(Exercise) Reproduce the listing word for word. Skip any image.
--- Data to use Enclosed Below ---
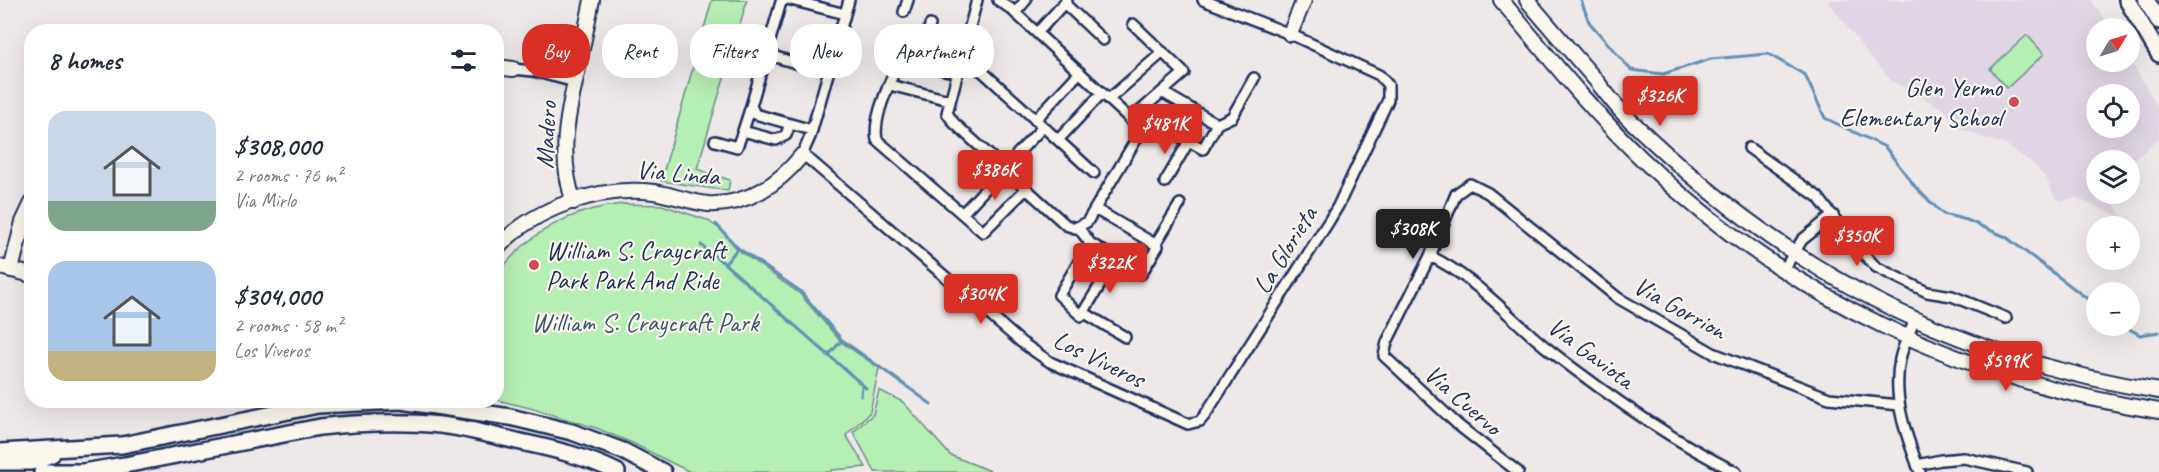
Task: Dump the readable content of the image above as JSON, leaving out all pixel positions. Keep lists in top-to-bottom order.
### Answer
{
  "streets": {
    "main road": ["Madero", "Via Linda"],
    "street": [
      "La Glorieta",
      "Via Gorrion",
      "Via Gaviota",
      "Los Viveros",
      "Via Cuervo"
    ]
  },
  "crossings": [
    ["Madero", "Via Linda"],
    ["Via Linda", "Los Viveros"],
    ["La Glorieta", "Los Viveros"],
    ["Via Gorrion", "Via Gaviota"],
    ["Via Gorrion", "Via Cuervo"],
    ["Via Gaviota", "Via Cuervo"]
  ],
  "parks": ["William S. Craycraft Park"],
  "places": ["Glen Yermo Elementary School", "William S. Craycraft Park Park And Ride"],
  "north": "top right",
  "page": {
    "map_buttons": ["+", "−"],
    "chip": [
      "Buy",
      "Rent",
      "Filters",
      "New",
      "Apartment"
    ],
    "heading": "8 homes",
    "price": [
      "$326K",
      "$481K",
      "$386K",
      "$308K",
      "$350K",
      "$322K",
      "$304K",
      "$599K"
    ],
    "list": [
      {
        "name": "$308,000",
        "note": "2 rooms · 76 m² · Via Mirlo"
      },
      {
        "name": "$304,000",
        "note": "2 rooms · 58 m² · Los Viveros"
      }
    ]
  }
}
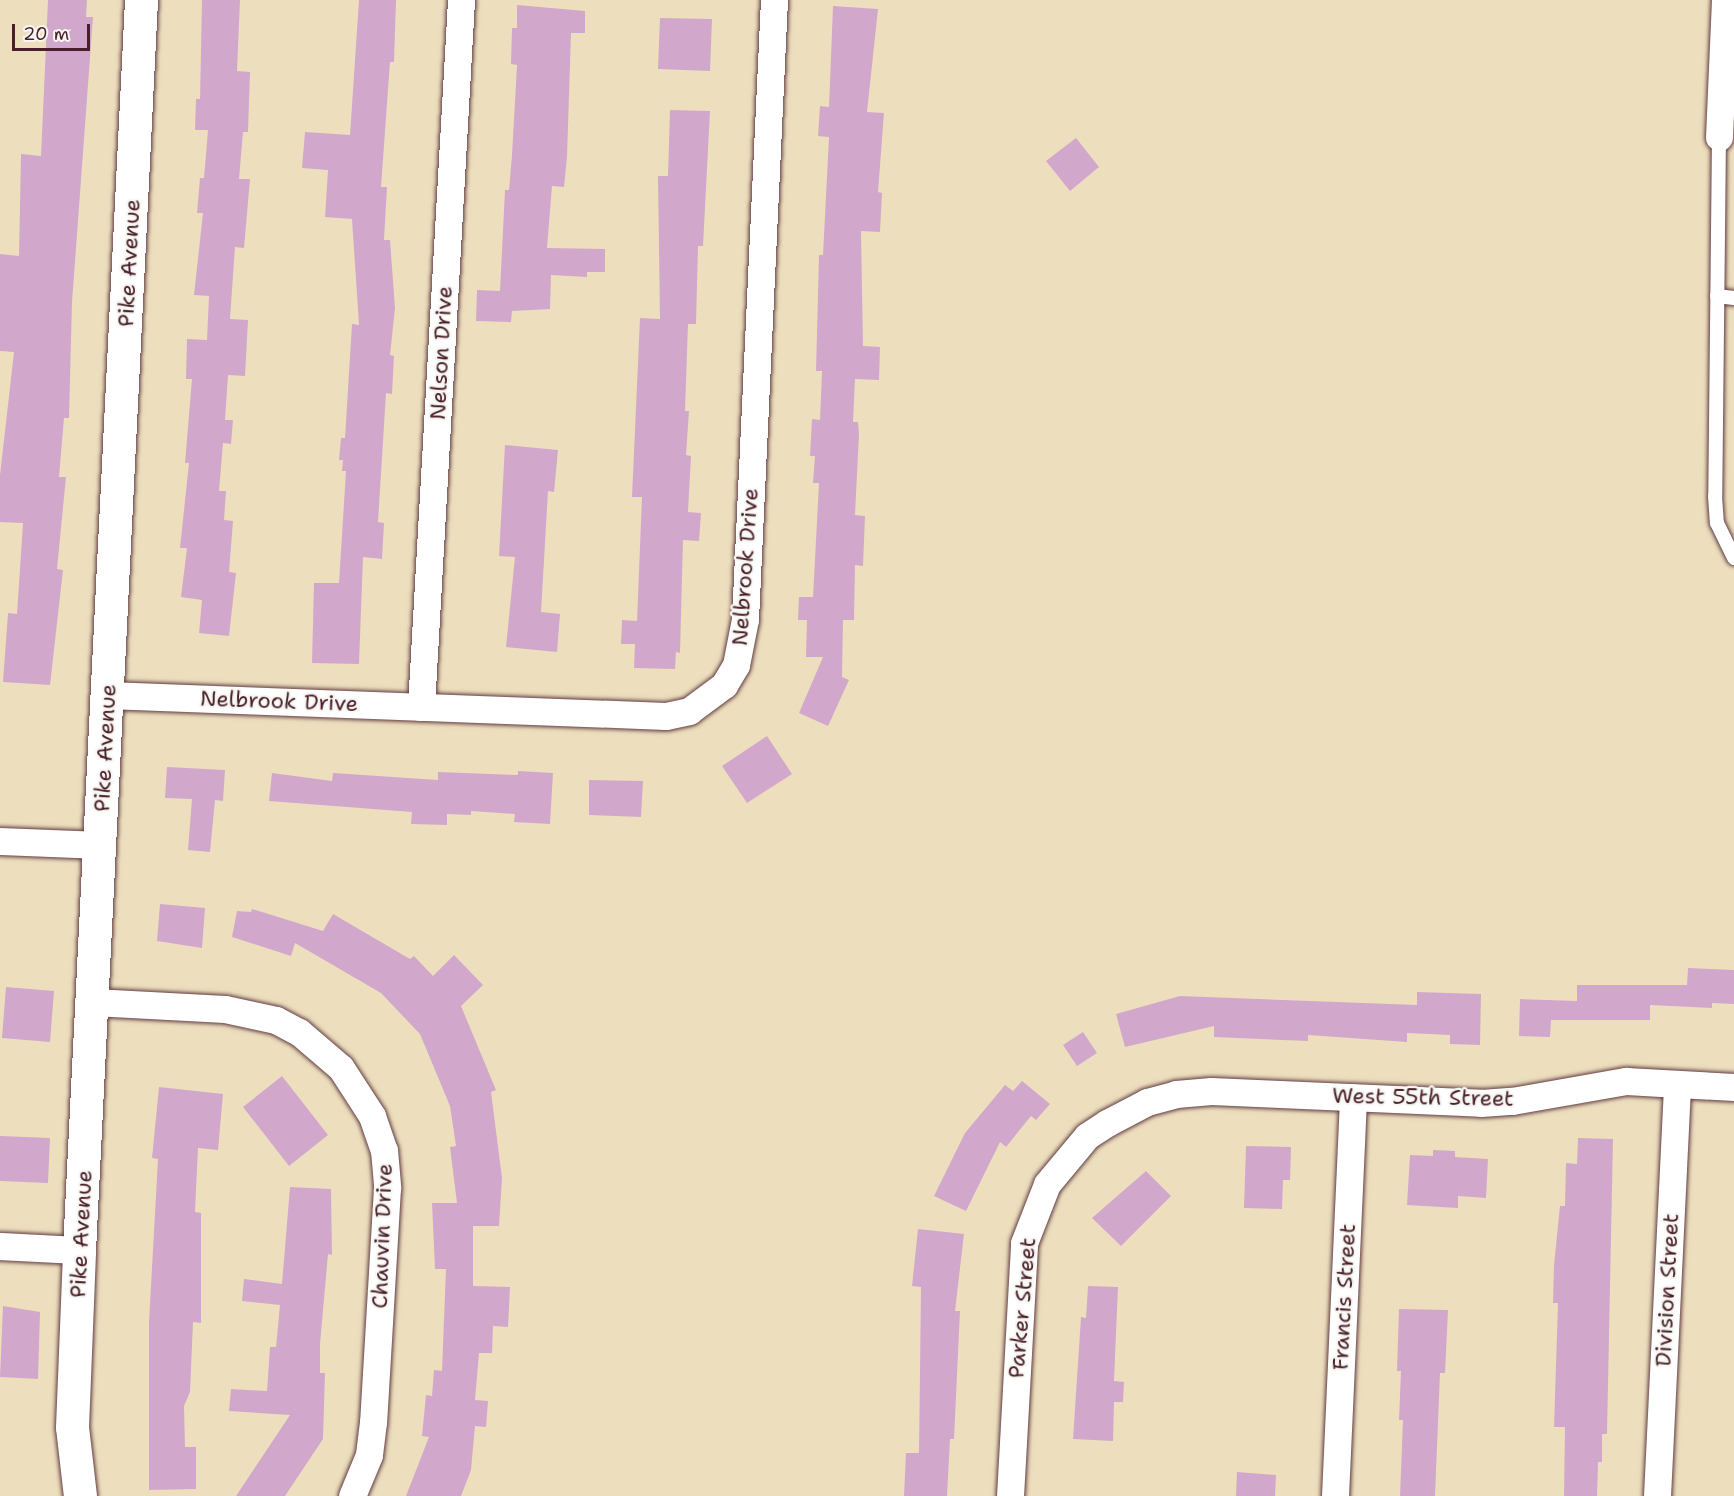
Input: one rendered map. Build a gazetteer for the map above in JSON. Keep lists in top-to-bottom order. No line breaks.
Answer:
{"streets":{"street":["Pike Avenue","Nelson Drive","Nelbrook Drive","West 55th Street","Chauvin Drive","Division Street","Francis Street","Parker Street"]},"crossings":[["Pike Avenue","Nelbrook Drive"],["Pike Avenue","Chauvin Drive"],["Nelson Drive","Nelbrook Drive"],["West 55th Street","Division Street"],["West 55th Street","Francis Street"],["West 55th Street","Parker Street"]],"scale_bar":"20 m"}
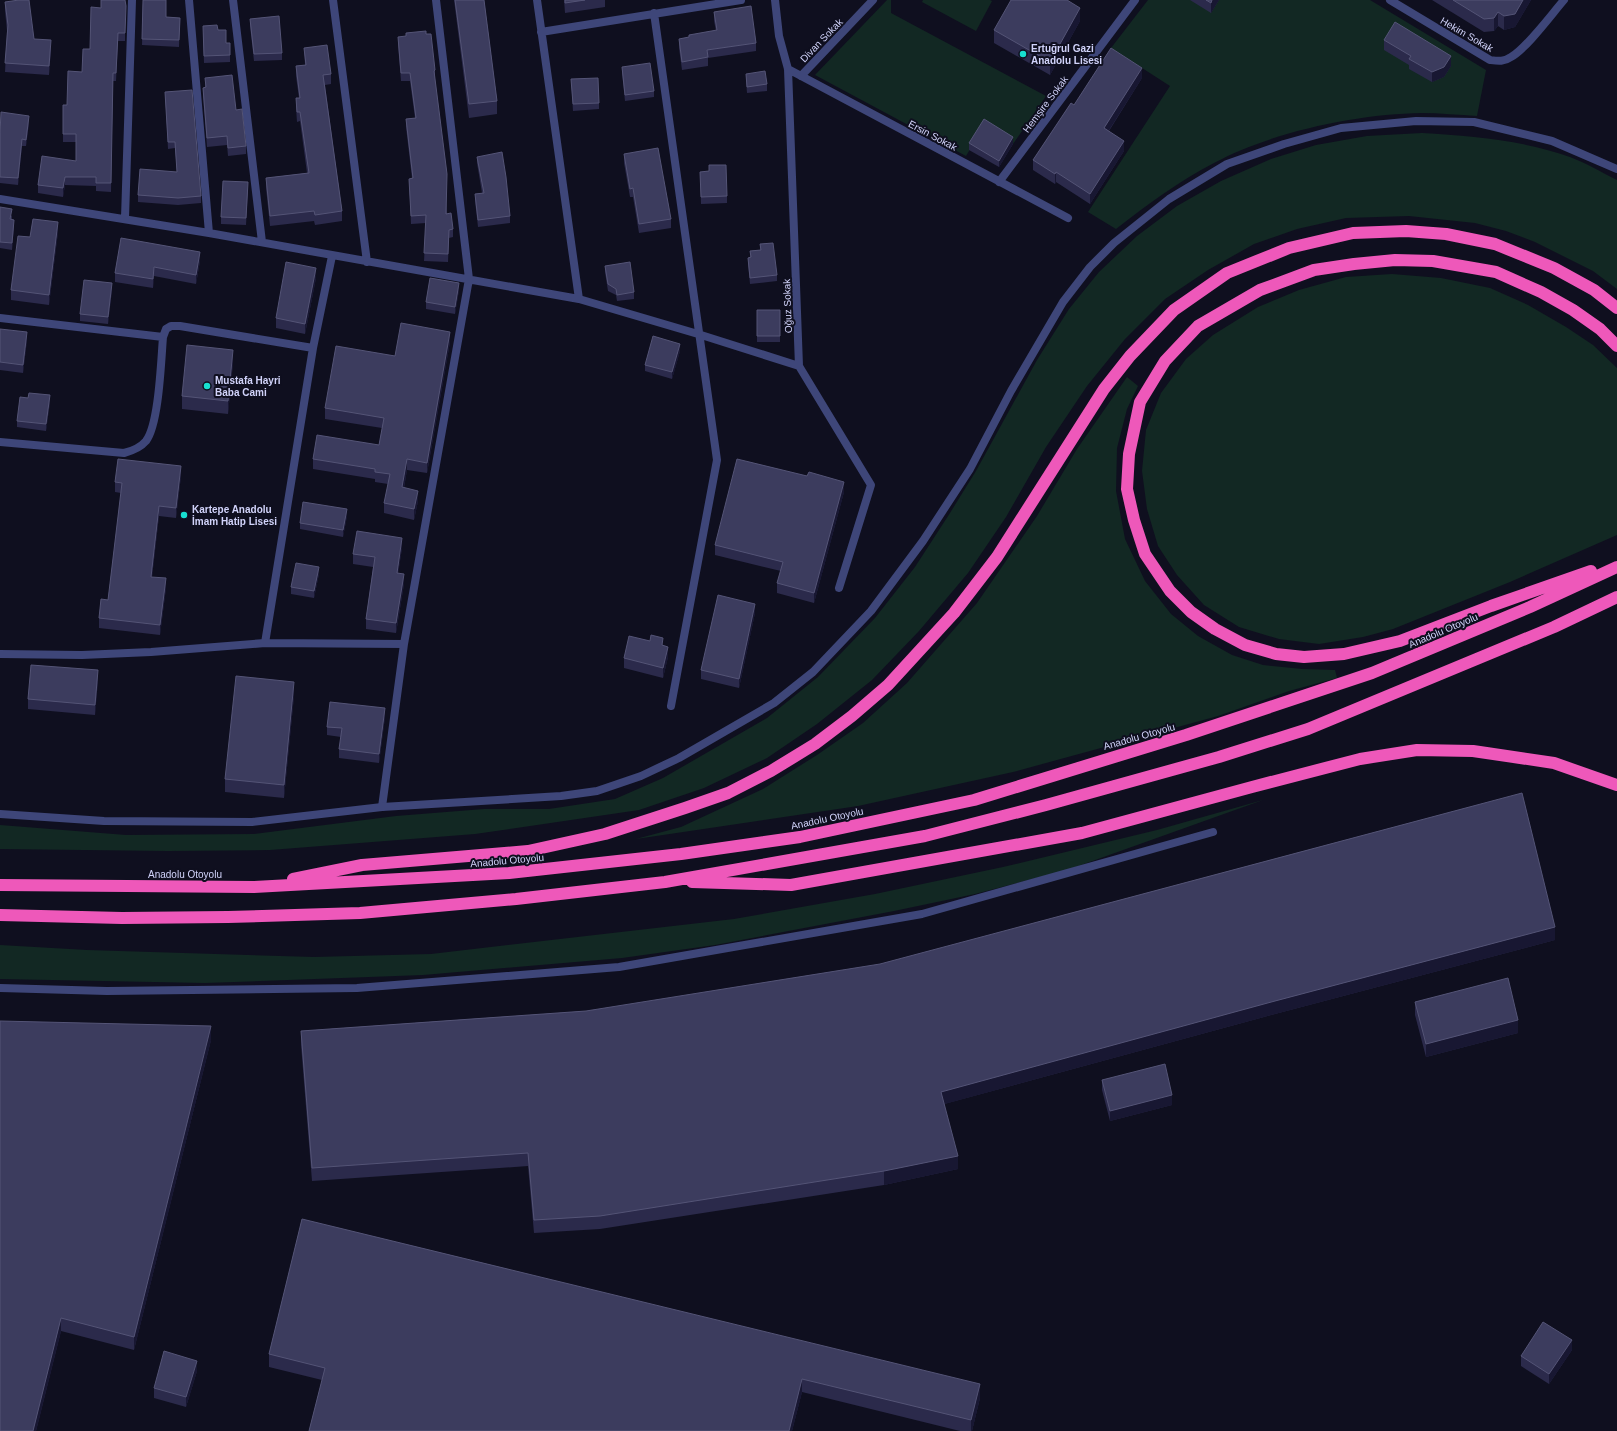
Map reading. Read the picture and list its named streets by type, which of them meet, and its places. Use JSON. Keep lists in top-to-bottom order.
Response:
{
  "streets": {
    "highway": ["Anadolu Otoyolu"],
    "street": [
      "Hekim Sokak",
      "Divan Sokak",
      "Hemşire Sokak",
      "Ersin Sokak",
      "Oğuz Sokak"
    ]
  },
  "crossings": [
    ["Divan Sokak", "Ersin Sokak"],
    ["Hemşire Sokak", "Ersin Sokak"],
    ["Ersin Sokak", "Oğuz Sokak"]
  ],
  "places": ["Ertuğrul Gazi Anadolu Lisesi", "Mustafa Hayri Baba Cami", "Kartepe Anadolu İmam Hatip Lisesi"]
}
--- End of Enclosed Data to use ---
(Response to this task)
Task: Dump the readable content of the image above as JSON, leaving out all pixel positions. Keep lists in top-to-bottom order.
### Answer
{
  "streets": {
    "main road": ["Madero", "Via Linda"],
    "street": [
      "La Glorieta",
      "Via Gorrion",
      "Via Gaviota",
      "Los Viveros",
      "Via Cuervo"
    ]
  },
  "crossings": [
    ["Madero", "Via Linda"],
    ["Via Linda", "Los Viveros"],
    ["La Glorieta", "Los Viveros"],
    ["Via Gorrion", "Via Gaviota"],
    ["Via Gorrion", "Via Cuervo"],
    ["Via Gaviota", "Via Cuervo"]
  ],
  "parks": ["William S. Craycraft Park"],
  "places": ["Glen Yermo Elementary School", "William S. Craycraft Park Park And Ride"],
  "north": "top right",
  "page": {
    "map_buttons": ["+", "−"],
    "chip": [
      "Buy",
      "Rent",
      "Filters",
      "New",
      "Apartment"
    ],
    "heading": "8 homes",
    "price": [
      "$326K",
      "$481K",
      "$386K",
      "$308K",
      "$350K",
      "$322K",
      "$304K",
      "$599K"
    ],
    "list": [
      {
        "name": "$308,000",
        "note": "2 rooms · 76 m² · Via Mirlo"
      },
      {
        "name": "$304,000",
        "note": "2 rooms · 58 m² · Los Viveros"
      }
    ]
  }
}
Input: one rendered map. Build a gazetteer for the map above in JSON. Keep lists in top-to-bottom order. No line breaks.
Answer:
{"streets":{"street":["Pike Avenue","Nelson Drive","Nelbrook Drive","West 55th Street","Chauvin Drive","Division Street","Francis Street","Parker Street"]},"crossings":[["Pike Avenue","Nelbrook Drive"],["Pike Avenue","Chauvin Drive"],["Nelson Drive","Nelbrook Drive"],["West 55th Street","Division Street"],["West 55th Street","Francis Street"],["West 55th Street","Parker Street"]],"scale_bar":"20 m"}
Map reading. Read the picture and list its named streets by type, which of them meet, and its places. Use JSON. Keep lists in top-to-bottom order.
Response:
{
  "streets": {
    "highway": ["Anadolu Otoyolu"],
    "street": [
      "Hekim Sokak",
      "Divan Sokak",
      "Hemşire Sokak",
      "Ersin Sokak",
      "Oğuz Sokak"
    ]
  },
  "crossings": [
    ["Divan Sokak", "Ersin Sokak"],
    ["Hemşire Sokak", "Ersin Sokak"],
    ["Ersin Sokak", "Oğuz Sokak"]
  ],
  "places": ["Ertuğrul Gazi Anadolu Lisesi", "Mustafa Hayri Baba Cami", "Kartepe Anadolu İmam Hatip Lisesi"]
}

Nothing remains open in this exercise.